GIVEN RECORDS »
□ □ □ □ □ □ □

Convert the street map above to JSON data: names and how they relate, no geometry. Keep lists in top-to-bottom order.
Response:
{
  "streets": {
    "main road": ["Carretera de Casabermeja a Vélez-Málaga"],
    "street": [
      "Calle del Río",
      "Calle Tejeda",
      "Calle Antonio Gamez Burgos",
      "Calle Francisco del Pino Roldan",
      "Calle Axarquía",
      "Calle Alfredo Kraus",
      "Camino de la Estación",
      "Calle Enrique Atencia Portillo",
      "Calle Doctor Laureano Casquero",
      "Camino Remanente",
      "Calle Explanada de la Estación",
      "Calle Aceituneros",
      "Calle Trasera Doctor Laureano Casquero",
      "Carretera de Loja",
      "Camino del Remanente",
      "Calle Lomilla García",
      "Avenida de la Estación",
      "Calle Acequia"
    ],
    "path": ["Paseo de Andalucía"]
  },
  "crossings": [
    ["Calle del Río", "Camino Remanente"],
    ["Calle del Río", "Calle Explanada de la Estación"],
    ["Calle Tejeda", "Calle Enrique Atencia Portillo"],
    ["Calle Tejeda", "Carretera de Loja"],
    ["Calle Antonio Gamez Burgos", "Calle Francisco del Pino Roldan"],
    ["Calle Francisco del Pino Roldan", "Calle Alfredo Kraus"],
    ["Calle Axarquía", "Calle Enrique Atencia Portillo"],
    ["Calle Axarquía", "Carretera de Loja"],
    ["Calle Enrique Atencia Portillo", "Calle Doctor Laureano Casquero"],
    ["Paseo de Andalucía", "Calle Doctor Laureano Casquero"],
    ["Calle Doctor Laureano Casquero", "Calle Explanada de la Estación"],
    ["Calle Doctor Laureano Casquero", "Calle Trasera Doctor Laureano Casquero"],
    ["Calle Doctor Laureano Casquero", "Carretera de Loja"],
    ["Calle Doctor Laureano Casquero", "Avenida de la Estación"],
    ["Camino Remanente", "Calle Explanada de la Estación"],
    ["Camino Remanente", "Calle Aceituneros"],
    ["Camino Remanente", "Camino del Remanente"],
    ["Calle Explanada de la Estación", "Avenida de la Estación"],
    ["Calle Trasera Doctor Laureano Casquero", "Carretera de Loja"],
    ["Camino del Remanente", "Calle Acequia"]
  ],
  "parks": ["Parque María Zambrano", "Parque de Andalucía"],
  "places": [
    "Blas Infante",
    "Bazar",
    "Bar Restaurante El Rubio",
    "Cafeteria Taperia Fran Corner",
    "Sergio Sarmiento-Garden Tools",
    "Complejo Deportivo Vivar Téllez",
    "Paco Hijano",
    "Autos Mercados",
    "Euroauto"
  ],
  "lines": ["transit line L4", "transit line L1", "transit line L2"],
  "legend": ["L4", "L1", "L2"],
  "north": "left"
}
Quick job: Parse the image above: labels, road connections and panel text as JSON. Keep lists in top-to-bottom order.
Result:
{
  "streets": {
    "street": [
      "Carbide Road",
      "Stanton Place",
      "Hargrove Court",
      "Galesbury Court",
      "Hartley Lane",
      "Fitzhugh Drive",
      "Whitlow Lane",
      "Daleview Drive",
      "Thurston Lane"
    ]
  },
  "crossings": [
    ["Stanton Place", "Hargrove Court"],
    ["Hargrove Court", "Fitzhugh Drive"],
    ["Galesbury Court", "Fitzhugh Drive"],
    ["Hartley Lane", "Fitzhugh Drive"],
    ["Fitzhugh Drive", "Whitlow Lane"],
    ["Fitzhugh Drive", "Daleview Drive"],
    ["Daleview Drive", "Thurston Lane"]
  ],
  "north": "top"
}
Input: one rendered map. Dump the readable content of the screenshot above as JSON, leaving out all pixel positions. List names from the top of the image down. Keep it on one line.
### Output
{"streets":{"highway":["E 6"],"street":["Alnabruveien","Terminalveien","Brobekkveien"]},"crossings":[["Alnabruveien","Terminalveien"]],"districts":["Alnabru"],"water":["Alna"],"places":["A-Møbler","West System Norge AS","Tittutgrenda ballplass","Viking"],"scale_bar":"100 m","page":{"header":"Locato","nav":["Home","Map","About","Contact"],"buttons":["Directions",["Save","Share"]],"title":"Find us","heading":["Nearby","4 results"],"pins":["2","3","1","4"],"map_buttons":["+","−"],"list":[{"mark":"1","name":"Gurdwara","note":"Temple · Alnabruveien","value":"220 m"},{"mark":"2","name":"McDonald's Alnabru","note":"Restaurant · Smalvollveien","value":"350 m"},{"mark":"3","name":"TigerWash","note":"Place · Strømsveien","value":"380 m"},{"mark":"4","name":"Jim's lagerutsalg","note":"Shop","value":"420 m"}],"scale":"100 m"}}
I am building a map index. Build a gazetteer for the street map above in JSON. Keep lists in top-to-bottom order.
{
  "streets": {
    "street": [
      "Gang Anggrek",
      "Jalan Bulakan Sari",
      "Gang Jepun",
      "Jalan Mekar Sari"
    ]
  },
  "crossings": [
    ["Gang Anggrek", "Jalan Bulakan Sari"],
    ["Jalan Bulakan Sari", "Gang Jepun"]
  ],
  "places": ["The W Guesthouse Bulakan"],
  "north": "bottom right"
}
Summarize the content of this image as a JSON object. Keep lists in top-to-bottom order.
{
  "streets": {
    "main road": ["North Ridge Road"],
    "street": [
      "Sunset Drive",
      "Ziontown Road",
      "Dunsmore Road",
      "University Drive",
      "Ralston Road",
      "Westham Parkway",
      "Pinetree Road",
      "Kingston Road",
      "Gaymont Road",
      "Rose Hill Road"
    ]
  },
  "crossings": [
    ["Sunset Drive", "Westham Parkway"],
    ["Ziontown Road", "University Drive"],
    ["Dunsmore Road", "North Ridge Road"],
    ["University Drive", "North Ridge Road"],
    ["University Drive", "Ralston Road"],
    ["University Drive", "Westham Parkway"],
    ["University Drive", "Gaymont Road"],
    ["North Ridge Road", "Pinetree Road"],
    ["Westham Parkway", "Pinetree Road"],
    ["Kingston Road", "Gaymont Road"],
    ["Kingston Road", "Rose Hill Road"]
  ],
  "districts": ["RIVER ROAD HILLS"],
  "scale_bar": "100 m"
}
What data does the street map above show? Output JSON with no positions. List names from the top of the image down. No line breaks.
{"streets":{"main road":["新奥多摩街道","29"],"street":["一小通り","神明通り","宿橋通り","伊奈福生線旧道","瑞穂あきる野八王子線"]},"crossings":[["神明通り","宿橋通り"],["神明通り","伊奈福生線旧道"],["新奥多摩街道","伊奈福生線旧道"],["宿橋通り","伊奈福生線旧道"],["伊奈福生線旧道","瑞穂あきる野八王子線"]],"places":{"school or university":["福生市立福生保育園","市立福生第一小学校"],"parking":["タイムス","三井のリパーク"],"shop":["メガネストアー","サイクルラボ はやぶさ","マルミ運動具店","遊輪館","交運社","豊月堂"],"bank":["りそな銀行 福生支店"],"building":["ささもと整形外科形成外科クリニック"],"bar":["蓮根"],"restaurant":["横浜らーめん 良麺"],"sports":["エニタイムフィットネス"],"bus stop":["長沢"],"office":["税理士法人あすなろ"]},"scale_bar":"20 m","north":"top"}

□ □ □ □ □ □ □

REQUIREMENT » Could you repeat every record above exactly as it appears?

RESPONSE TO THE TASK »
Convert the street map above to JSON data: names and how they relate, no geometry. Keep lists in top-to-bottom order.
Response:
{
  "streets": {
    "main road": ["Carretera de Casabermeja a Vélez-Málaga"],
    "street": [
      "Calle del Río",
      "Calle Tejeda",
      "Calle Antonio Gamez Burgos",
      "Calle Francisco del Pino Roldan",
      "Calle Axarquía",
      "Calle Alfredo Kraus",
      "Camino de la Estación",
      "Calle Enrique Atencia Portillo",
      "Calle Doctor Laureano Casquero",
      "Camino Remanente",
      "Calle Explanada de la Estación",
      "Calle Aceituneros",
      "Calle Trasera Doctor Laureano Casquero",
      "Carretera de Loja",
      "Camino del Remanente",
      "Calle Lomilla García",
      "Avenida de la Estación",
      "Calle Acequia"
    ],
    "path": ["Paseo de Andalucía"]
  },
  "crossings": [
    ["Calle del Río", "Camino Remanente"],
    ["Calle del Río", "Calle Explanada de la Estación"],
    ["Calle Tejeda", "Calle Enrique Atencia Portillo"],
    ["Calle Tejeda", "Carretera de Loja"],
    ["Calle Antonio Gamez Burgos", "Calle Francisco del Pino Roldan"],
    ["Calle Francisco del Pino Roldan", "Calle Alfredo Kraus"],
    ["Calle Axarquía", "Calle Enrique Atencia Portillo"],
    ["Calle Axarquía", "Carretera de Loja"],
    ["Calle Enrique Atencia Portillo", "Calle Doctor Laureano Casquero"],
    ["Paseo de Andalucía", "Calle Doctor Laureano Casquero"],
    ["Calle Doctor Laureano Casquero", "Calle Explanada de la Estación"],
    ["Calle Doctor Laureano Casquero", "Calle Trasera Doctor Laureano Casquero"],
    ["Calle Doctor Laureano Casquero", "Carretera de Loja"],
    ["Calle Doctor Laureano Casquero", "Avenida de la Estación"],
    ["Camino Remanente", "Calle Explanada de la Estación"],
    ["Camino Remanente", "Calle Aceituneros"],
    ["Camino Remanente", "Camino del Remanente"],
    ["Calle Explanada de la Estación", "Avenida de la Estación"],
    ["Calle Trasera Doctor Laureano Casquero", "Carretera de Loja"],
    ["Camino del Remanente", "Calle Acequia"]
  ],
  "parks": ["Parque María Zambrano", "Parque de Andalucía"],
  "places": [
    "Blas Infante",
    "Bazar",
    "Bar Restaurante El Rubio",
    "Cafeteria Taperia Fran Corner",
    "Sergio Sarmiento-Garden Tools",
    "Complejo Deportivo Vivar Téllez",
    "Paco Hijano",
    "Autos Mercados",
    "Euroauto"
  ],
  "lines": ["transit line L4", "transit line L1", "transit line L2"],
  "legend": ["L4", "L1", "L2"],
  "north": "left"
}
Quick job: Parse the image above: labels, road connections and panel text as JSON. Keep lists in top-to-bottom order.
Result:
{
  "streets": {
    "street": [
      "Carbide Road",
      "Stanton Place",
      "Hargrove Court",
      "Galesbury Court",
      "Hartley Lane",
      "Fitzhugh Drive",
      "Whitlow Lane",
      "Daleview Drive",
      "Thurston Lane"
    ]
  },
  "crossings": [
    ["Stanton Place", "Hargrove Court"],
    ["Hargrove Court", "Fitzhugh Drive"],
    ["Galesbury Court", "Fitzhugh Drive"],
    ["Hartley Lane", "Fitzhugh Drive"],
    ["Fitzhugh Drive", "Whitlow Lane"],
    ["Fitzhugh Drive", "Daleview Drive"],
    ["Daleview Drive", "Thurston Lane"]
  ],
  "north": "top"
}
Input: one rendered map. Dump the readable content of the screenshot above as JSON, leaving out all pixel positions. List names from the top of the image down. Keep it on one line.
### Output
{"streets":{"highway":["E 6"],"street":["Alnabruveien","Terminalveien","Brobekkveien"]},"crossings":[["Alnabruveien","Terminalveien"]],"districts":["Alnabru"],"water":["Alna"],"places":["A-Møbler","West System Norge AS","Tittutgrenda ballplass","Viking"],"scale_bar":"100 m","page":{"header":"Locato","nav":["Home","Map","About","Contact"],"buttons":["Directions",["Save","Share"]],"title":"Find us","heading":["Nearby","4 results"],"pins":["2","3","1","4"],"map_buttons":["+","−"],"list":[{"mark":"1","name":"Gurdwara","note":"Temple · Alnabruveien","value":"220 m"},{"mark":"2","name":"McDonald's Alnabru","note":"Restaurant · Smalvollveien","value":"350 m"},{"mark":"3","name":"TigerWash","note":"Place · Strømsveien","value":"380 m"},{"mark":"4","name":"Jim's lagerutsalg","note":"Shop","value":"420 m"}],"scale":"100 m"}}
I am building a map index. Build a gazetteer for the street map above in JSON. Keep lists in top-to-bottom order.
{
  "streets": {
    "street": [
      "Gang Anggrek",
      "Jalan Bulakan Sari",
      "Gang Jepun",
      "Jalan Mekar Sari"
    ]
  },
  "crossings": [
    ["Gang Anggrek", "Jalan Bulakan Sari"],
    ["Jalan Bulakan Sari", "Gang Jepun"]
  ],
  "places": ["The W Guesthouse Bulakan"],
  "north": "bottom right"
}
Summarize the content of this image as a JSON object. Keep lists in top-to-bottom order.
{
  "streets": {
    "main road": ["North Ridge Road"],
    "street": [
      "Sunset Drive",
      "Ziontown Road",
      "Dunsmore Road",
      "University Drive",
      "Ralston Road",
      "Westham Parkway",
      "Pinetree Road",
      "Kingston Road",
      "Gaymont Road",
      "Rose Hill Road"
    ]
  },
  "crossings": [
    ["Sunset Drive", "Westham Parkway"],
    ["Ziontown Road", "University Drive"],
    ["Dunsmore Road", "North Ridge Road"],
    ["University Drive", "North Ridge Road"],
    ["University Drive", "Ralston Road"],
    ["University Drive", "Westham Parkway"],
    ["University Drive", "Gaymont Road"],
    ["North Ridge Road", "Pinetree Road"],
    ["Westham Parkway", "Pinetree Road"],
    ["Kingston Road", "Gaymont Road"],
    ["Kingston Road", "Rose Hill Road"]
  ],
  "districts": ["RIVER ROAD HILLS"],
  "scale_bar": "100 m"
}
What data does the street map above show? Output JSON with no positions. List names from the top of the image down. No line breaks.
{"streets":{"main road":["新奥多摩街道","29"],"street":["一小通り","神明通り","宿橋通り","伊奈福生線旧道","瑞穂あきる野八王子線"]},"crossings":[["神明通り","宿橋通り"],["神明通り","伊奈福生線旧道"],["新奥多摩街道","伊奈福生線旧道"],["宿橋通り","伊奈福生線旧道"],["伊奈福生線旧道","瑞穂あきる野八王子線"]],"places":{"school or university":["福生市立福生保育園","市立福生第一小学校"],"parking":["タイムス","三井のリパーク"],"shop":["メガネストアー","サイクルラボ はやぶさ","マルミ運動具店","遊輪館","交運社","豊月堂"],"bank":["りそな銀行 福生支店"],"building":["ささもと整形外科形成外科クリニック"],"bar":["蓮根"],"restaurant":["横浜らーめん 良麺"],"sports":["エニタイムフィットネス"],"bus stop":["長沢"],"office":["税理士法人あすなろ"]},"scale_bar":"20 m","north":"top"}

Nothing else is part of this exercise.